You probably assume that the city built the new park for youth sports with an adjacent parking lot. No! They did not build a parking lot with the park.
So where is the parking for visitors to Sunset Ridge Park?
There is a paid city parking lot across Superior with limited spots. The park is at the corner of a very busy intersection. Other corners include a strip mall that tows cars of drivers who park there and leave, and the back wall of a private community.
There is no free street parking anywhere near the park. There is no safe area to stop a car and drop off children and their equipment either.
In the best case scenario, this forces children and their parents to park in a paid city lot across the street, drag their equipment across a busy street with heavy traffic, and climb stairs to get to the fields. The children may not need warm-ups after running that gauntlet.
The more likely scenario is that on a warm day, beachgoers may fill up the paid parking lot and parents bringing children will have to park a country mile away and haul their equipment to the game and back.
What if an emergency vehicle such as a paramedic, ambulance or police car needs to get to the park to handle a problem? Too bad! No parking lot, and a hill to climb from the street below.
In real estate, a poorly designed property that doesn’t maximize the efficiency of use is called functionally obsolescent, even if it is not near the end of its useful life. This omission endangers child safety, and is a monument to government inefficiency.

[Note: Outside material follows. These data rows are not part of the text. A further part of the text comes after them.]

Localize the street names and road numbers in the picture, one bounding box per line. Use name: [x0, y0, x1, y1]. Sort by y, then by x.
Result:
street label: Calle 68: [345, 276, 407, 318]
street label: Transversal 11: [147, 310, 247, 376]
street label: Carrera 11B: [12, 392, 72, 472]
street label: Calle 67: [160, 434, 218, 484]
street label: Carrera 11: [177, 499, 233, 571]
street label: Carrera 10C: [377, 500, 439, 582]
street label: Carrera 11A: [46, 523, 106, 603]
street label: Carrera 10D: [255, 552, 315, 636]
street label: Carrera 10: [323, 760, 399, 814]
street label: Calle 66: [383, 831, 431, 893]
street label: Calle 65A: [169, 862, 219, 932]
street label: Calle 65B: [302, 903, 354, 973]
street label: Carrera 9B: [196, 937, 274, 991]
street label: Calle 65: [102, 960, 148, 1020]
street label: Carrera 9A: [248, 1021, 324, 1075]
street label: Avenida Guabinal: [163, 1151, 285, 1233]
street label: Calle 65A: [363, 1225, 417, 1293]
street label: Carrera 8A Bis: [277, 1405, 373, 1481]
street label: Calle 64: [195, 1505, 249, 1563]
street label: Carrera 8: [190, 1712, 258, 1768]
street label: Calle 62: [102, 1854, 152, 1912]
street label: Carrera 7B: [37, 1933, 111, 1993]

I asked Councilman Peotter, who is an architect and developer in his day job, why the city would build a park for youth sports without adequate parking.
Peotter said that the original design of Sunset Ridge Park called for access off of PCH, and new signal to be installed. This would have allowed cars orderly entrance and exit into the parking lot to be built next to the park.

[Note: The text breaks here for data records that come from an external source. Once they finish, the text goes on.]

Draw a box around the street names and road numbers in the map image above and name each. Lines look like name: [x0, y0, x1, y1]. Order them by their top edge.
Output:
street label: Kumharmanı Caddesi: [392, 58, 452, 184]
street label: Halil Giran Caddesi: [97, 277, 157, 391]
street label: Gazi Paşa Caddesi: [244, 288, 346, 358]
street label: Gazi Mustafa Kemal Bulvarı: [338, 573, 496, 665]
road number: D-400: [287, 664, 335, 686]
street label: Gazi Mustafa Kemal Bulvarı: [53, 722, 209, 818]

Peotter said that the Banning Ranch Conservancy opposed the light and the parking lot, with the Coastal Commission. The Conservancy people thought that a parking lot entrance off of PCH would be the first step to building streets into the Banning Ranch area and then developing it. Peotter added that the Coastal Commission Staff didn’t want any approval of the parking lot to facilitate approval of a Banning Ranch development.
Newport Beach citizens shouldn’t be surprised that the Coastal Commission and Banning Ranch Conservancy ignored child welfare in favor of an anti-property rights, anti-taxpayer, anti-efficiency agenda. But the old city council should not have capitulated. Instead they should have prioritized child welfare and pressed for approval of a parking lot with the park. The Banning Ranch issue is separate.
So now, the city needs to prioritize child safety and get an adjacent parking lot built as soon as possible.